Action item:
Determine the number of lines in the data below that hold "fabs"; give nothing but that number.

* * * * *

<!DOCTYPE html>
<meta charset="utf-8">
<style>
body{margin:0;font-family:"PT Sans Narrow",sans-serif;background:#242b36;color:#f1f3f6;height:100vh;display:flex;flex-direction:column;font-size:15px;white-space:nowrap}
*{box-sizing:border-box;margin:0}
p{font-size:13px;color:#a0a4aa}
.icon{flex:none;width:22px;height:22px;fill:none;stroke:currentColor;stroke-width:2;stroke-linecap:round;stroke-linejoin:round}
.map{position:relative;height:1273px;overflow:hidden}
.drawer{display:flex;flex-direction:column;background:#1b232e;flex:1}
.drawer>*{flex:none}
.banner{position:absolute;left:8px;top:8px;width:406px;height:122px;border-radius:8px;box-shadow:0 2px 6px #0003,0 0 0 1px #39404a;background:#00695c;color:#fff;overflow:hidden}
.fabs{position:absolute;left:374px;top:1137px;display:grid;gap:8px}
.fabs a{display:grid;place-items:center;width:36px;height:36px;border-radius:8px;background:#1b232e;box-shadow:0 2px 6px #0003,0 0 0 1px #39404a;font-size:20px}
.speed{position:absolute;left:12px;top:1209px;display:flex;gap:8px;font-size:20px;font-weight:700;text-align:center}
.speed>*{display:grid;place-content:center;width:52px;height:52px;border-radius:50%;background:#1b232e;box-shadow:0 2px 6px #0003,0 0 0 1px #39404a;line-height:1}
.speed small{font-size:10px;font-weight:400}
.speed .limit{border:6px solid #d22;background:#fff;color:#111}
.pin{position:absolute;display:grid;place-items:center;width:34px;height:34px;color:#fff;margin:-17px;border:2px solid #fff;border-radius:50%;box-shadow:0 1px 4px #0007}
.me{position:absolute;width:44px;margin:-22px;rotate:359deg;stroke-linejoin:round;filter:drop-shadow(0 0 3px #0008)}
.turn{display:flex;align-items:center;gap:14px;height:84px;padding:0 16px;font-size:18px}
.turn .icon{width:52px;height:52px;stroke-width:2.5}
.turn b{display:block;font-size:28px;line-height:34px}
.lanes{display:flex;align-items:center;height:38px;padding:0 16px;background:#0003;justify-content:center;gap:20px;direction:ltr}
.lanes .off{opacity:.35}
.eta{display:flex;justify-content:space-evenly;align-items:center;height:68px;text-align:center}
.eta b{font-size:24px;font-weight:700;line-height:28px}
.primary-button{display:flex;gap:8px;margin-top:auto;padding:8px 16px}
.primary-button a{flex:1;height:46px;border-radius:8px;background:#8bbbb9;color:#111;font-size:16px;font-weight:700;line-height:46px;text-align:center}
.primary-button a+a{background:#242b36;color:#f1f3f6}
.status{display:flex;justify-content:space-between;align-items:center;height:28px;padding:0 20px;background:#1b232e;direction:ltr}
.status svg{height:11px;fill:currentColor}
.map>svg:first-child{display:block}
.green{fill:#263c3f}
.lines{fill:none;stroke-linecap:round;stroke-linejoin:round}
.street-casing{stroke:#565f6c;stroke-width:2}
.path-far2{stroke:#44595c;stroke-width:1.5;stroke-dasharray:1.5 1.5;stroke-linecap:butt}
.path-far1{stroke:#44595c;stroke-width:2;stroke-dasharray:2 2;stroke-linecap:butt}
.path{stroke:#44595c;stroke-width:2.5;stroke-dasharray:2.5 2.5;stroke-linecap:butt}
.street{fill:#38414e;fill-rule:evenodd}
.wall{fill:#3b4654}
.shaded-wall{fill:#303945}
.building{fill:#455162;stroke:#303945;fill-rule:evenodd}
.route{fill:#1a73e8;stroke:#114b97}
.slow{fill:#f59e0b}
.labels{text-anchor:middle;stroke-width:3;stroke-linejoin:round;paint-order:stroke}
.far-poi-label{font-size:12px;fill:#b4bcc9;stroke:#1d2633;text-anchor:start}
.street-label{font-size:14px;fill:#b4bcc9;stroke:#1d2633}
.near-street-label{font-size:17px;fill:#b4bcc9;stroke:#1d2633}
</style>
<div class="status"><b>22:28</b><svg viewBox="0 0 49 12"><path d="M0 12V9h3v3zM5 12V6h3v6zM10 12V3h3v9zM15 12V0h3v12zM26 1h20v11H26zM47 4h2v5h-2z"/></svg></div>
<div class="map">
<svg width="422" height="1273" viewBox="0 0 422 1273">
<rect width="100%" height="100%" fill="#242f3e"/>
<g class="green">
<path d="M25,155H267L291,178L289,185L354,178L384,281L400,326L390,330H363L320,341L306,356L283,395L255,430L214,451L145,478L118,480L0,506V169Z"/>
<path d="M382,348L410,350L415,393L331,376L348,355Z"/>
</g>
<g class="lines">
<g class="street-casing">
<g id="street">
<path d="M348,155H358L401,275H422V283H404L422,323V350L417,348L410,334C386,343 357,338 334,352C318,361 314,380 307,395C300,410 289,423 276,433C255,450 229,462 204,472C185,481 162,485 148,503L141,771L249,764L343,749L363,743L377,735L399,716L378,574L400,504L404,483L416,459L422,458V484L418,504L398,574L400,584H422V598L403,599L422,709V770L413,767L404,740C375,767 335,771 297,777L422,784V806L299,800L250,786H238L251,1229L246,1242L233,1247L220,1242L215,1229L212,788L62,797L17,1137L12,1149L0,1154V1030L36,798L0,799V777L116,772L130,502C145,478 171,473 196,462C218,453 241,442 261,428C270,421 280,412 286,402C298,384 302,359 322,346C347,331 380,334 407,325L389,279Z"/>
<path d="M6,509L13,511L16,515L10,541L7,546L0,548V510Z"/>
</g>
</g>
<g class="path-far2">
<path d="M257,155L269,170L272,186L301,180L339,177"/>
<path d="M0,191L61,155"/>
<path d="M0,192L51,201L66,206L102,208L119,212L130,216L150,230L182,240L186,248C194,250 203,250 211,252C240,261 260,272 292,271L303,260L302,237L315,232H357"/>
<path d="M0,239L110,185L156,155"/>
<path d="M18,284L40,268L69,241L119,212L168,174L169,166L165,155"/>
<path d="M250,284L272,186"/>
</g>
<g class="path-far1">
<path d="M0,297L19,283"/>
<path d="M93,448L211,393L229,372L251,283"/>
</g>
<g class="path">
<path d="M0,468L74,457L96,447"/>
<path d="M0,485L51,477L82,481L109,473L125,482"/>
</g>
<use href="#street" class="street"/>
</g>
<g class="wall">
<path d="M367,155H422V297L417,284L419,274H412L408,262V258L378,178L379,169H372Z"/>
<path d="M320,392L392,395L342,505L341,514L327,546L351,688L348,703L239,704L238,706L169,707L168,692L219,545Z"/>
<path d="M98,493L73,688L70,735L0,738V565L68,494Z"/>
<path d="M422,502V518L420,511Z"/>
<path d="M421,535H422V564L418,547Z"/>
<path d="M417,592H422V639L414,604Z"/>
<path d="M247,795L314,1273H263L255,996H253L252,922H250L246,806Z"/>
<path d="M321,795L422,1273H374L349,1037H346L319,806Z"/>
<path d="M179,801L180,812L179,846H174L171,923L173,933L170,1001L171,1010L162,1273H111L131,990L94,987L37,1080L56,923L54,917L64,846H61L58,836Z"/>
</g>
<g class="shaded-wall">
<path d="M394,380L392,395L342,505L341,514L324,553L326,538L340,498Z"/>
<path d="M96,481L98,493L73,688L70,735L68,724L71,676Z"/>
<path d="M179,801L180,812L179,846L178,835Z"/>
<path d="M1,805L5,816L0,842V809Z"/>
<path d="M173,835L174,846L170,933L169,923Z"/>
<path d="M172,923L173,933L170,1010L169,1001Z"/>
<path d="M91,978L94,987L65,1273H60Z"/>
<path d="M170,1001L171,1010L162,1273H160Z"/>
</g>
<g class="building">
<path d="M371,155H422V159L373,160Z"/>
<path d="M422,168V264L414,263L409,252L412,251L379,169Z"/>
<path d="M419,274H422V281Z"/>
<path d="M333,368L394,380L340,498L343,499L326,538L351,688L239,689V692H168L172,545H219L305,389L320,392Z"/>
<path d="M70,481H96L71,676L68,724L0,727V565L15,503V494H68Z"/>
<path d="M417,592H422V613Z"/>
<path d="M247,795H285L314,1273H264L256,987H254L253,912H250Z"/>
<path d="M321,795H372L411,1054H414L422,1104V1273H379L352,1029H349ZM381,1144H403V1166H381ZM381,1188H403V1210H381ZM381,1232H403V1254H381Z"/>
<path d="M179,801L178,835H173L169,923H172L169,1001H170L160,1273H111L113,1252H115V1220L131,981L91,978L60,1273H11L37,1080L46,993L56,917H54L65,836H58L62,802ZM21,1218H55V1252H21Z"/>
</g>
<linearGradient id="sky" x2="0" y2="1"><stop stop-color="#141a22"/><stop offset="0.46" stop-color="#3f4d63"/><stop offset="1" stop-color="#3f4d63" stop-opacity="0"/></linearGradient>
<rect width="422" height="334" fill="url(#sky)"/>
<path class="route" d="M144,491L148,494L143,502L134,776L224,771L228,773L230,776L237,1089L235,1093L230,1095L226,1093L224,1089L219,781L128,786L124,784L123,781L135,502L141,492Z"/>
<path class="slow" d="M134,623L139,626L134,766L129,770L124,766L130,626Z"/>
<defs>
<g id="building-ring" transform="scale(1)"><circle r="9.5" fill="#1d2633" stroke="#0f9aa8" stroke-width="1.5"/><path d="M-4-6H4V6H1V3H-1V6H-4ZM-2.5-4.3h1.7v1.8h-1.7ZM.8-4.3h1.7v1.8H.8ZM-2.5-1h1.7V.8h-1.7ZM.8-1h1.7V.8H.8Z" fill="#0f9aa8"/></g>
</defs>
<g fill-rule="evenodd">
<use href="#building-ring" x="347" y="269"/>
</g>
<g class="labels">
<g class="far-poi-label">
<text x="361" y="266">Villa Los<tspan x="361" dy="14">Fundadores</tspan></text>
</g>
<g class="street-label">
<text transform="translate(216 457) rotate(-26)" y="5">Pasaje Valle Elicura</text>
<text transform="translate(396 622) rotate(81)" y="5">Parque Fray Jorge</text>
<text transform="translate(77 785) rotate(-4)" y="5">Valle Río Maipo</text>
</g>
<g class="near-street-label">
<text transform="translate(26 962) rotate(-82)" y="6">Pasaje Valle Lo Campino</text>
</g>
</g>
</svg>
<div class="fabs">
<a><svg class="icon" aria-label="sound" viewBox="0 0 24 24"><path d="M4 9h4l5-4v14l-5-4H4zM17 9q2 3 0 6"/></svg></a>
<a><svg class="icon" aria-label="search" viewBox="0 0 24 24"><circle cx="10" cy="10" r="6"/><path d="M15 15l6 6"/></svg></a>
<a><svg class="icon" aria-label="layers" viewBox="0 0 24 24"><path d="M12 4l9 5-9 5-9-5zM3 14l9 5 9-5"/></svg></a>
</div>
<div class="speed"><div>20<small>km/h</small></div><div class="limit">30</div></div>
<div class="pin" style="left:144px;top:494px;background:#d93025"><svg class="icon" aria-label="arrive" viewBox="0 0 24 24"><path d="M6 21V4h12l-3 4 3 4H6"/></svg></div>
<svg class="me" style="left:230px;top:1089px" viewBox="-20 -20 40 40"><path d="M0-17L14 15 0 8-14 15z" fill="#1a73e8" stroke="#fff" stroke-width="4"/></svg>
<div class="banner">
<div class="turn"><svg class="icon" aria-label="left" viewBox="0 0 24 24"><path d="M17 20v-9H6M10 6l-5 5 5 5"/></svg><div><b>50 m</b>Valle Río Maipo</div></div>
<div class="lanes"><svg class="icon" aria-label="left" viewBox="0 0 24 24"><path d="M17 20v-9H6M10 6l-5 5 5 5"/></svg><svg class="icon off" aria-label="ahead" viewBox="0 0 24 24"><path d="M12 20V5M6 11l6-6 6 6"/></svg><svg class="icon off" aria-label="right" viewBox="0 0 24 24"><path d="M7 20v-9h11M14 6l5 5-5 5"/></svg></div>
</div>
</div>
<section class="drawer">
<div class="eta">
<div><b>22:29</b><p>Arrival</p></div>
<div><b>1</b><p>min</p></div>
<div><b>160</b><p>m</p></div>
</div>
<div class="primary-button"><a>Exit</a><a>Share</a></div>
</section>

* * * * *

Answer:
3